In “How the Mighty Fall,” author Jim Collins analyzes how once successful corporations cycle through predictable patterns of decline. In his analysis, problems begin when companies take their success for granted and begin to stray from what worked for them in the past.
Collins goes on to say the tendency is for managers to overextend themselves, deny the risk of doing so, and then grasp for a “silver bullet” to reverse their course before giving in to forces of irrelevance or death.
He begins the book pointing out that corporations tend to get in trouble long before they realize it.
The cycle reminds me of predictable national cycles described in the history of the Judges (i.e. Judges 2:10-19). There we read of good times followed inevitably by spiritual decline, the wake-up call of trouble, desperate cries for rescue, followed by God’s help, good times, spiritual decline….
These patterns have often been likened to the seasons of our lives:
- The springtime of new beginnings
- The summer of growth and good times
- The fall of harvest and spiritual wandering
- The winter of spiritual barrenness
Most of us would probably agree that we see in ourselves our tendency to wander in good times and to wake up to our need of God when the sudden noise of trouble disturbs our sleep.
But here’s the problem that I’m guessing some of us struggle with. According to the cycle I’ve just described, trouble can be God’s wake up call letting us know something is wrong. Or, as in the case of Job, Jesus, and the Apostle Paul, trouble can be Satan’s effort to test our faith—because he sees that something is too right.

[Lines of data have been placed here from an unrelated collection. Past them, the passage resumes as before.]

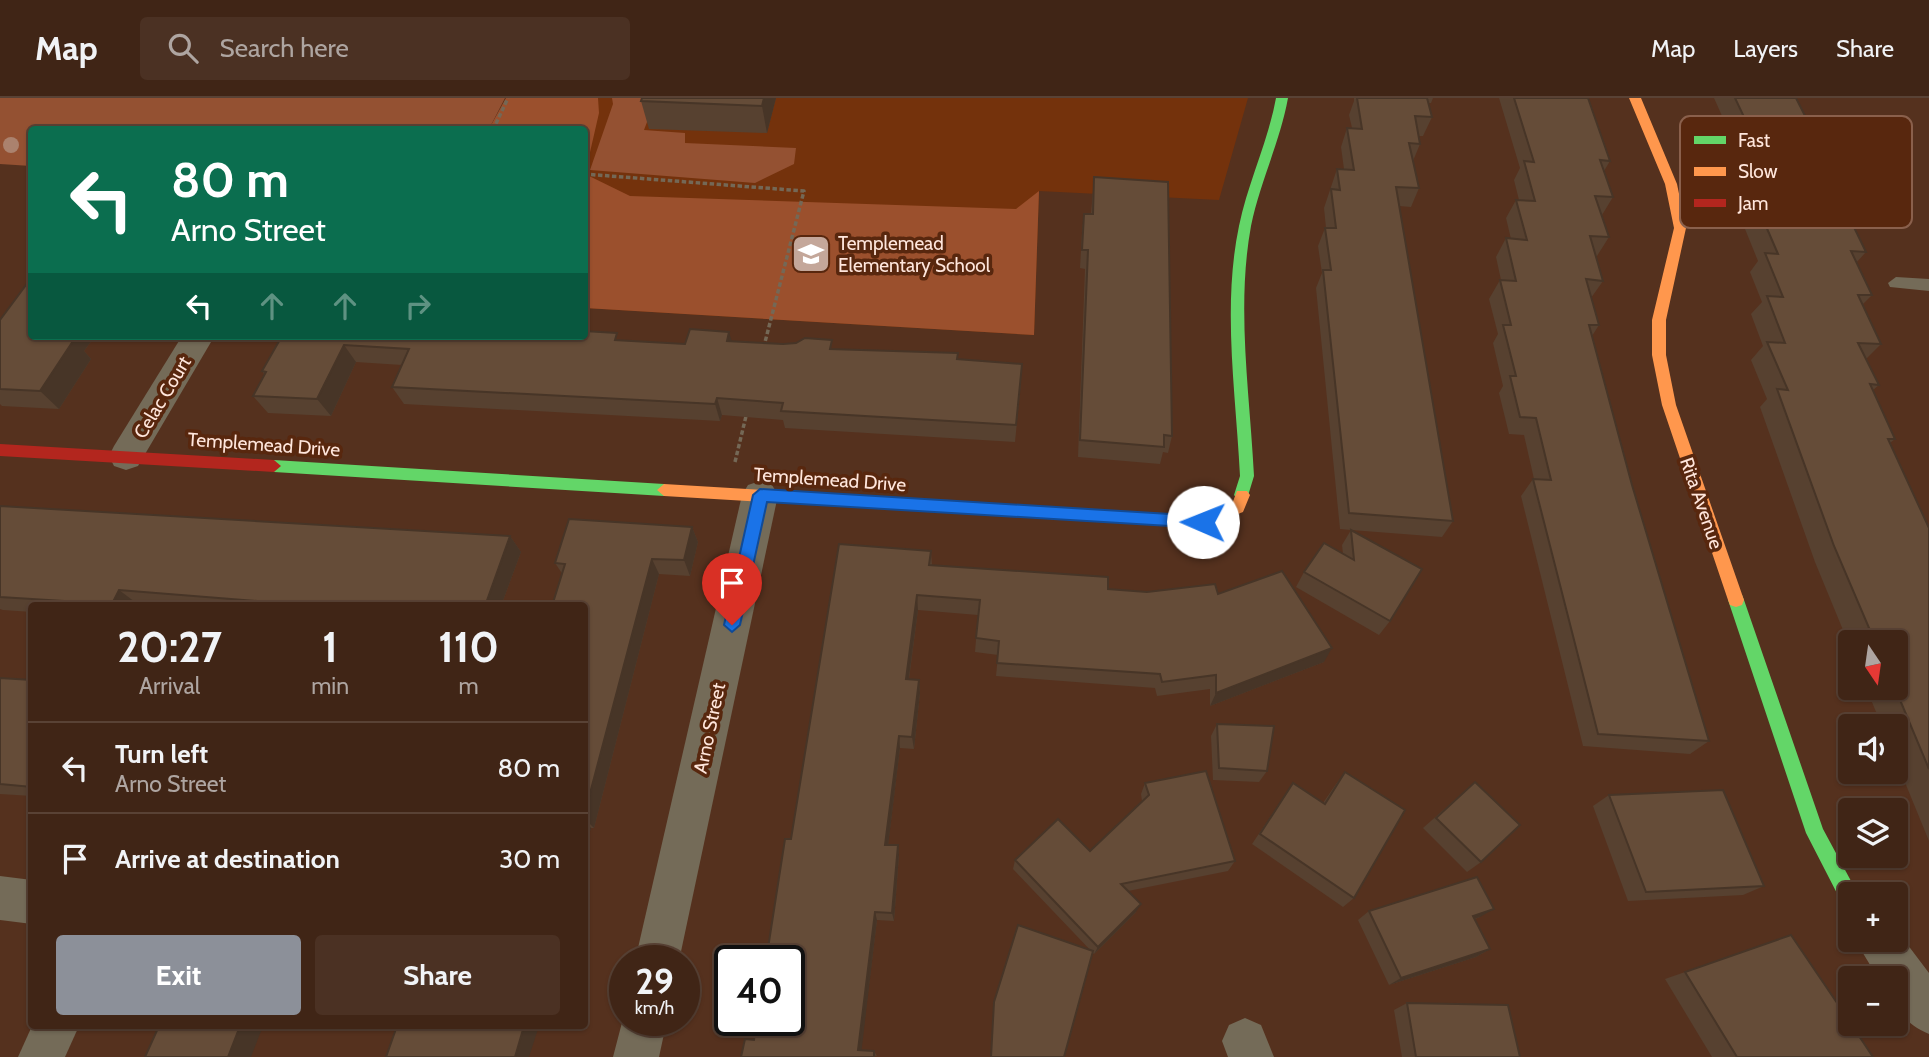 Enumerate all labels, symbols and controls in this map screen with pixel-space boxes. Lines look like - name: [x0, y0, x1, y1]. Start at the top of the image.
- search box: [140, 17, 630, 80]
- text: Map: [35, 28, 98, 68]
- icon: search: [164, 29, 202, 67]
- text: Search here: [220, 32, 349, 64]
- text: Map: [1651, 34, 1695, 63]
- text: Layers: [1733, 34, 1798, 63]
- text: Share: [1836, 34, 1894, 63]
- legend: [1680, 116, 1912, 228]
- text: Fast: [1738, 129, 1771, 152]
- text: 80 m: [171, 150, 289, 209]
- icon: left: [56, 154, 147, 245]
- text: Slow: [1738, 160, 1778, 183]
- text: Jam: [1737, 192, 1768, 215]
- text: Arno Street: [171, 210, 326, 249]
- place label: Templemead Elementary School: [838, 232, 991, 277]
- school or university icon: Templemead Elementary School: [790, 233, 832, 275]
- icon: left: [180, 287, 218, 325]
- icon: ahead: [253, 287, 291, 325]
- icon: ahead: [326, 287, 364, 325]
- icon: right: [399, 287, 437, 325]
- street label: Celac Court: [129, 351, 196, 443]
- street label: Templemead Drive: [187, 428, 341, 461]
- street label: Rita Avenue: [1675, 454, 1728, 552]
- street label: Templemead Drive: [753, 463, 907, 496]
- position arrow: [1166, 485, 1240, 559]
- pin: [702, 553, 762, 625]
- icon: arrive: [713, 564, 751, 602]
- text: 20:27: [117, 621, 222, 673]
- text: 1: [322, 621, 338, 673]
- text: 110: [438, 621, 499, 673]
- north arrow: [1838, 630, 1908, 700]
- map controls: [1838, 630, 1908, 1036]
- text: Arrival: [139, 672, 200, 700]
- text: min: [311, 672, 349, 700]
- text: m: [458, 672, 479, 700]
- street label: Arno Street: [689, 680, 730, 775]
- button: sound: [1838, 714, 1908, 784]
- text: Turn left: [115, 738, 208, 770]
- icon: left: [56, 749, 94, 787]
- text: 80 m: [497, 752, 560, 784]
- text: Arno Street: [115, 770, 226, 798]
- button: layers: [1838, 798, 1908, 868]
- icon: arrive: [56, 840, 94, 878]
- text: Arrive at destination: [115, 843, 340, 875]
- text: 30 m: [499, 843, 560, 875]
- button: +: [1838, 882, 1908, 952]
- button: Exit: [56, 935, 301, 1015]
- button: Share: [315, 935, 560, 1015]
- speed limit sign: 40: [714, 945, 805, 1036]
- text: 29: [635, 960, 674, 1003]
- button: −: [1838, 966, 1908, 1036]
- text: km/h: [635, 997, 674, 1019]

Job made a huge mistake by thinking that his troubles were expressions of God’s contempt for him. He blamed God for what his spiritual enemy was doing when he wrote, “For the Almighty has struck me down with his arrows. He has sent his poisoned arrows deep within my spirit. All God’s terrors are arrayed against me (Job 6:4)
But who can doubt that some of us are just as inclined to blame the Devil for problems we bring on ourselves, or to miss God’s loving intent when he uses trouble to draw us closer to himself.
Wish we could help one another by comparing notes on how we process whether the problems of our lives are part of the predictable cycle of decline—or a test of the best– that God himself is doing in us. Or both. Or something else…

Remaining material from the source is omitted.